O problema do compartilhamento
apontado por Bernardet não se desdobra ainda na reivindicação,
por parte do personagem, pelo seu lugar no “produto”
material e simbólico, como no filme de Berliner e outros.
No rastro do camaleão
(2007)
Um outro exemplo, mais
recente, é o documentário de Eric Laurence, No rastro
do camaleão. Por diversas vezes, ao longo de mais
de 30 anos, os Irmãos Aniceto, grupo de artistas/agricultores
da Paraíba, foram filmados [24] , como nos mostra o filme. Desde o início do documentário de Laurence
são privilegiados momentos em que os irmãos interpelam
os realizadores sobre o fato de eles serem “objetos”
de um produto comercial, que dá dinheiro para o cineasta
e não traz nada para eles. Os personagens expõem com
clareza a sensação de estarem sendo explorados no momento
mesmo em que o filme se faz.
Na segunda seqüência,
por exemplo, em meio a risadas e descontração, enquanto
se espera o café ficar pronto, um dos irmãos, em um
quadro que inclui o outro irmão, diz: “Fazer um filme...

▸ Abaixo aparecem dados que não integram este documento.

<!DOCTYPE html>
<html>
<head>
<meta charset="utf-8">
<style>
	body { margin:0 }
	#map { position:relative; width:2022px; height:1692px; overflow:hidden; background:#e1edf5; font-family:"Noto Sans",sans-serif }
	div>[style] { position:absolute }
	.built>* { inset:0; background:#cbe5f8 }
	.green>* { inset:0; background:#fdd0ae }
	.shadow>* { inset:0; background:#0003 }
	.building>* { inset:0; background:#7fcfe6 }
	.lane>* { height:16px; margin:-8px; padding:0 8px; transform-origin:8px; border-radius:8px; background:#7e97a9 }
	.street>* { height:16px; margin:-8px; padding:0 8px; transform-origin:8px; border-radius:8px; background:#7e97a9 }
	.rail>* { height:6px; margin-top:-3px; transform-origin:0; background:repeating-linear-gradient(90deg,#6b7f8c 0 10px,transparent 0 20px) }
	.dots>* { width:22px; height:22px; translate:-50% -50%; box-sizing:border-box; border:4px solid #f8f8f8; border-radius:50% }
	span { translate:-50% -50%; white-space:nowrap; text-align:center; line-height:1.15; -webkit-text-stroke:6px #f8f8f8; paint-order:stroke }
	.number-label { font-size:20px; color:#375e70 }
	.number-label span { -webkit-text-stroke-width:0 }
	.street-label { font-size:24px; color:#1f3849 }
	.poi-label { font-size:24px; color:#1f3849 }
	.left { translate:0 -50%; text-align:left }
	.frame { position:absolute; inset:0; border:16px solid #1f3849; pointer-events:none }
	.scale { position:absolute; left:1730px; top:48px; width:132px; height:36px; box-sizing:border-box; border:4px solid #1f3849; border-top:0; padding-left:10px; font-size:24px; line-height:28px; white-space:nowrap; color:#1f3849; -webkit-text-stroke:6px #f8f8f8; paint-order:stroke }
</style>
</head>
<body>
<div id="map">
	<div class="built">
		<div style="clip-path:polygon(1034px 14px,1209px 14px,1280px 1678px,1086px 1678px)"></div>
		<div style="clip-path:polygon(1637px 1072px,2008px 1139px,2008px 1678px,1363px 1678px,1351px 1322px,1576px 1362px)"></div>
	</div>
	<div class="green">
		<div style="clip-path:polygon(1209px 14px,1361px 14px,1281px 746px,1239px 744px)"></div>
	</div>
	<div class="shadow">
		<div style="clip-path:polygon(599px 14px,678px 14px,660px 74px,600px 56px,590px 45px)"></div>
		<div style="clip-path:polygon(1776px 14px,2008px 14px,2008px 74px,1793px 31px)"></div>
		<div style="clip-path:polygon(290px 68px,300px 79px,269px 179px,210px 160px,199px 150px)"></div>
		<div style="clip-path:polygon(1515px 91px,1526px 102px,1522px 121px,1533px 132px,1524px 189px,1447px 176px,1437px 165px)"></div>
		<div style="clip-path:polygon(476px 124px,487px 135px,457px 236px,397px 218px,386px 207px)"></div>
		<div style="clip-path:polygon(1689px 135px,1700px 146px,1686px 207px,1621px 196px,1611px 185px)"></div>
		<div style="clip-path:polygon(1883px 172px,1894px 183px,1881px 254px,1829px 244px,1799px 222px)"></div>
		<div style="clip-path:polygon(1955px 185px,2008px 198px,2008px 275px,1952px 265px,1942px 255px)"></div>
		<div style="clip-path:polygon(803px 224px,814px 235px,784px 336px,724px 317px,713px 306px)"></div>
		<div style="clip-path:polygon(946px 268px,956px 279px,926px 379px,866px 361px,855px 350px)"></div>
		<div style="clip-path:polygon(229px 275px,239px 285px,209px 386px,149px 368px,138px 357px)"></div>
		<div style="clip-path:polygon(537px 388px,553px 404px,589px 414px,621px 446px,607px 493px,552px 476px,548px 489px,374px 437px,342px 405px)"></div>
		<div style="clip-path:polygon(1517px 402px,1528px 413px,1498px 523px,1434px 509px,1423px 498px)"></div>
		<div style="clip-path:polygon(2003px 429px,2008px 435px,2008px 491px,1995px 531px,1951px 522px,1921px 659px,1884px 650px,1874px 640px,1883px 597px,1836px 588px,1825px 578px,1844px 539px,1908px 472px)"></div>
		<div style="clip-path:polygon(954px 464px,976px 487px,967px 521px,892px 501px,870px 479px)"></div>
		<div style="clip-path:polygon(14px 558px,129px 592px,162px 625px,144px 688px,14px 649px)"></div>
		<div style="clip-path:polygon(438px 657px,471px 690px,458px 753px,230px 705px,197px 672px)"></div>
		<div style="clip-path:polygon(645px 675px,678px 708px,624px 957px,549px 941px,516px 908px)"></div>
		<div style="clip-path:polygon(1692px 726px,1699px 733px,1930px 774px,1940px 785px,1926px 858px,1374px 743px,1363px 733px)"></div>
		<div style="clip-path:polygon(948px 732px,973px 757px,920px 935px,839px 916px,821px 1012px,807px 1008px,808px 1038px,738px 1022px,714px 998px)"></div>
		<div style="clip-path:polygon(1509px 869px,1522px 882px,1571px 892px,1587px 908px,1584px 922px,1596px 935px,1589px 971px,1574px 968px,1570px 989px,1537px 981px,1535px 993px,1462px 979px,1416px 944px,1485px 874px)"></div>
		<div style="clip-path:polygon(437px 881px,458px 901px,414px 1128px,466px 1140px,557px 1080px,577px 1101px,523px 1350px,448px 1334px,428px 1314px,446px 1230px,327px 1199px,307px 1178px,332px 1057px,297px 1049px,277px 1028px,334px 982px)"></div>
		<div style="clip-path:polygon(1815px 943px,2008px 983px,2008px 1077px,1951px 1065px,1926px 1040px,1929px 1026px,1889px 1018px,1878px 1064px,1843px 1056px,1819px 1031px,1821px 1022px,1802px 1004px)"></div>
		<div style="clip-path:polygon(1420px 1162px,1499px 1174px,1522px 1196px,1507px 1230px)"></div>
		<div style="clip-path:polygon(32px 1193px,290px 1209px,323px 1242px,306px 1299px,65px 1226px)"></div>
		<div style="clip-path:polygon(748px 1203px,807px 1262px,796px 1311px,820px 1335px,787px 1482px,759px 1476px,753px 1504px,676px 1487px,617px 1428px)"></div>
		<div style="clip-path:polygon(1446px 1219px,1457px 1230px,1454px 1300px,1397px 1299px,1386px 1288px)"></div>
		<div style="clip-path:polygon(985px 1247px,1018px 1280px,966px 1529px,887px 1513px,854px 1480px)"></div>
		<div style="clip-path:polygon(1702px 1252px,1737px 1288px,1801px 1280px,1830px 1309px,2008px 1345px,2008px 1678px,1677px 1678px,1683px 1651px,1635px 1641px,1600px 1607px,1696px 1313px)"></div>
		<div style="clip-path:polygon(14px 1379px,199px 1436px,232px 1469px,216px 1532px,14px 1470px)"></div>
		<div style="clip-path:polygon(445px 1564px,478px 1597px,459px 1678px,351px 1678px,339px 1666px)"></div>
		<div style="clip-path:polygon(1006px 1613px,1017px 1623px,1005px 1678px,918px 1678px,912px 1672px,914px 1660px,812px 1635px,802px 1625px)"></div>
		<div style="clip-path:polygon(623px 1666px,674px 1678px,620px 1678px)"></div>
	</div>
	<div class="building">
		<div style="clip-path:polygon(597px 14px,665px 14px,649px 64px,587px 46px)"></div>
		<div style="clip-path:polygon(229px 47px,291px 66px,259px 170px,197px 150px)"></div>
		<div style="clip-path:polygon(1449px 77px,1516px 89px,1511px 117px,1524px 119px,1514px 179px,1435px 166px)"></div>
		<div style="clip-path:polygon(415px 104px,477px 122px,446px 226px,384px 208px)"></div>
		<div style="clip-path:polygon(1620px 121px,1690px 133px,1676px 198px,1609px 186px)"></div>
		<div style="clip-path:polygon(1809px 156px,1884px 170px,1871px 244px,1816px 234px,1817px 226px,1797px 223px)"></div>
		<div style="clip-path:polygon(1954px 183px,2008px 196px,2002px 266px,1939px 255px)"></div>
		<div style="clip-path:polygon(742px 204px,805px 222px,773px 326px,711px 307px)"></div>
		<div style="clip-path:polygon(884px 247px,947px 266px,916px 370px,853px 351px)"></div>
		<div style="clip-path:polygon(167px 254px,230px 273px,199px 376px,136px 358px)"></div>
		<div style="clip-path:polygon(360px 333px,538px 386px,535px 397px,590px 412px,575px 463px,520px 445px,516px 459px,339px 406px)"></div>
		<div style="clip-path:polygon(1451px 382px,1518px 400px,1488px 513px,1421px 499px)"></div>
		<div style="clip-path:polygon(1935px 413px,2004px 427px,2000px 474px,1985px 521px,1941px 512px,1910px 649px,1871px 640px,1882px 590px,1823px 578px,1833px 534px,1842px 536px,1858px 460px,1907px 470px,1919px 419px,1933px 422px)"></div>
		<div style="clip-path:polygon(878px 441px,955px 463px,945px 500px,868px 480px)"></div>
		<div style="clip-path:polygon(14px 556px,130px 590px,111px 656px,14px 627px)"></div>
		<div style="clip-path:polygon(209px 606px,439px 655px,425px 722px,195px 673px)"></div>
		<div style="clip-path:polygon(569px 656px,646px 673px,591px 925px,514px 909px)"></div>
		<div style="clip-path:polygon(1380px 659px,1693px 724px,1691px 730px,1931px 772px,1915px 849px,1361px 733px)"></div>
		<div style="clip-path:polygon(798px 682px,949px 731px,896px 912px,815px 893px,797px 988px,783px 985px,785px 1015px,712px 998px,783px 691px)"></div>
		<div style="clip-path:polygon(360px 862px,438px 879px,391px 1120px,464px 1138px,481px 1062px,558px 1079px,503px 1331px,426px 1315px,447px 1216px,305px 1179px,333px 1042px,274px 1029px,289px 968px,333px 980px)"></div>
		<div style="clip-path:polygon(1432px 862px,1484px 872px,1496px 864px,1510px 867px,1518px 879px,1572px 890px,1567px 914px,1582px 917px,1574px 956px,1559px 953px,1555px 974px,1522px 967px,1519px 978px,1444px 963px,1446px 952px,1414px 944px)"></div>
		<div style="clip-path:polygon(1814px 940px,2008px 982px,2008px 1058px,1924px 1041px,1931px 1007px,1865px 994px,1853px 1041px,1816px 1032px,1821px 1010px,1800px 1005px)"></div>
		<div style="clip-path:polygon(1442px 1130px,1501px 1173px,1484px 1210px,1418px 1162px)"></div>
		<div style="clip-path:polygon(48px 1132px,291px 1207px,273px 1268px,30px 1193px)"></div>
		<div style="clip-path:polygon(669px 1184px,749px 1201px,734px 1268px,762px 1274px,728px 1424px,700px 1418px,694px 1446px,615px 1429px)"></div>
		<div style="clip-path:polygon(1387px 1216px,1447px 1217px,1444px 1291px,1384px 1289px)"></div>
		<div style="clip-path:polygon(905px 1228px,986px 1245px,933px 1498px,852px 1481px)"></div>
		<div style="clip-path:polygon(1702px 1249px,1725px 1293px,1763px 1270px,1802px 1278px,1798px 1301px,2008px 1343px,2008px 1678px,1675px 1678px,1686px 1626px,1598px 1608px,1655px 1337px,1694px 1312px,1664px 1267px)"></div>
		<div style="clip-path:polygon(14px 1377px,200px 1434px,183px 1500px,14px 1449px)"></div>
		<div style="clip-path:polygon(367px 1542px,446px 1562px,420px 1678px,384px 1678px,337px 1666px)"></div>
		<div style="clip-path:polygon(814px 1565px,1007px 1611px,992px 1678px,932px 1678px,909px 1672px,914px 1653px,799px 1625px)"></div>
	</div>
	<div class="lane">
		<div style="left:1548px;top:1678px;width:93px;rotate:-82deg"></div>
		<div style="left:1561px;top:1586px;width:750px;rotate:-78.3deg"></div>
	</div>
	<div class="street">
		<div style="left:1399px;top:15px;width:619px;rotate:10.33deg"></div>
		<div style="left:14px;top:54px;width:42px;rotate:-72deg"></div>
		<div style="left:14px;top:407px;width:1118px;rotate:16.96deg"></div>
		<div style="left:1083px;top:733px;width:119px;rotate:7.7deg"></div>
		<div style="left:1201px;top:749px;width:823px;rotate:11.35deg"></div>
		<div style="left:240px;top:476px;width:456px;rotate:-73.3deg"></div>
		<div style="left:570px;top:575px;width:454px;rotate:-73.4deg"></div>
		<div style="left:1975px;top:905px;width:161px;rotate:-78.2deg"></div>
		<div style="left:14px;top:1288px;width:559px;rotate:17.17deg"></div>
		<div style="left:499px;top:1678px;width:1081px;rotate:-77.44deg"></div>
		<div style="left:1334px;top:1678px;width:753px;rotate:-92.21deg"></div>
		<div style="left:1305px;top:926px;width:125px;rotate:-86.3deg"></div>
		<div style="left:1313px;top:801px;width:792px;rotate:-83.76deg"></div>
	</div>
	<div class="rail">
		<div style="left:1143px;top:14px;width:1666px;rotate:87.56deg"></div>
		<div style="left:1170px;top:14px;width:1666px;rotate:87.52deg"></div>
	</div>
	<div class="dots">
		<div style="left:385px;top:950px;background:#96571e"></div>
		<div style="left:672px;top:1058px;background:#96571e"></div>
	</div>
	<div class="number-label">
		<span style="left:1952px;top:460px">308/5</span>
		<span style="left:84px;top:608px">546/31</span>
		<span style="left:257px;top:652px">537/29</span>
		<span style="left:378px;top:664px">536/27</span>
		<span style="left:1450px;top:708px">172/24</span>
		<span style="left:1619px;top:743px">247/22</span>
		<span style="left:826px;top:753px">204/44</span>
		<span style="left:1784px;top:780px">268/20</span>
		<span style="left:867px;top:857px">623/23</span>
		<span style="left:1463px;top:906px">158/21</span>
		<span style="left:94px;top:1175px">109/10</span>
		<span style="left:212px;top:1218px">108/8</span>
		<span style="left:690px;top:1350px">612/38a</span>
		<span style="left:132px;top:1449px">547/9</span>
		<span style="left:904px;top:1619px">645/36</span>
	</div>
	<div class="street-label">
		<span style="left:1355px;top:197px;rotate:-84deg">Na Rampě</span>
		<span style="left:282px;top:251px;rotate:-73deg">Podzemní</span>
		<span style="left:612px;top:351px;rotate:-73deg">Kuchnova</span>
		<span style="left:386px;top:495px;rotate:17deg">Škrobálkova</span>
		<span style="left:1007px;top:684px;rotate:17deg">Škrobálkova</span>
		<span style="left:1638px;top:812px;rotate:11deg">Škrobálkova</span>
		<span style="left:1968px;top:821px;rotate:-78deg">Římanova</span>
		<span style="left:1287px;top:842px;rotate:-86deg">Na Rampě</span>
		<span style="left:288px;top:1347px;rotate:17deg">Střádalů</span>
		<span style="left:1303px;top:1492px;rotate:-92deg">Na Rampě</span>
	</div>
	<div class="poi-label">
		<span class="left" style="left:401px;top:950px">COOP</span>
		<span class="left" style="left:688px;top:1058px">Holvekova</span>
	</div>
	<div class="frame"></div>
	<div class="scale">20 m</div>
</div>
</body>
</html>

nós não fazemos questão de fazer não. Nós temos feito
muitos e o pessoal se aproveita muito de nós. Ficam
ganhando dinheiro por aí. A gente sabe de tudo; um filme
é muito dinheiro pra fazer. Isso aí a gente entende,
o que é isso daí”. Depois dessa fala sem cortes, há
um corte seco que conecta o texto para a continuação
da negociação, não mais em torno da exploração, mas
de datas, tipo de filme etc. O irmão que apenas ouviu
essa primeira reivindicação intervém dizendo que o filme
já esta sendo feito; “é assim mesmo” – ele diz entendendo
que se trata de um registro documental.
Mas é sobre esse corte
que conecta os dois textos que quero me deter um momento.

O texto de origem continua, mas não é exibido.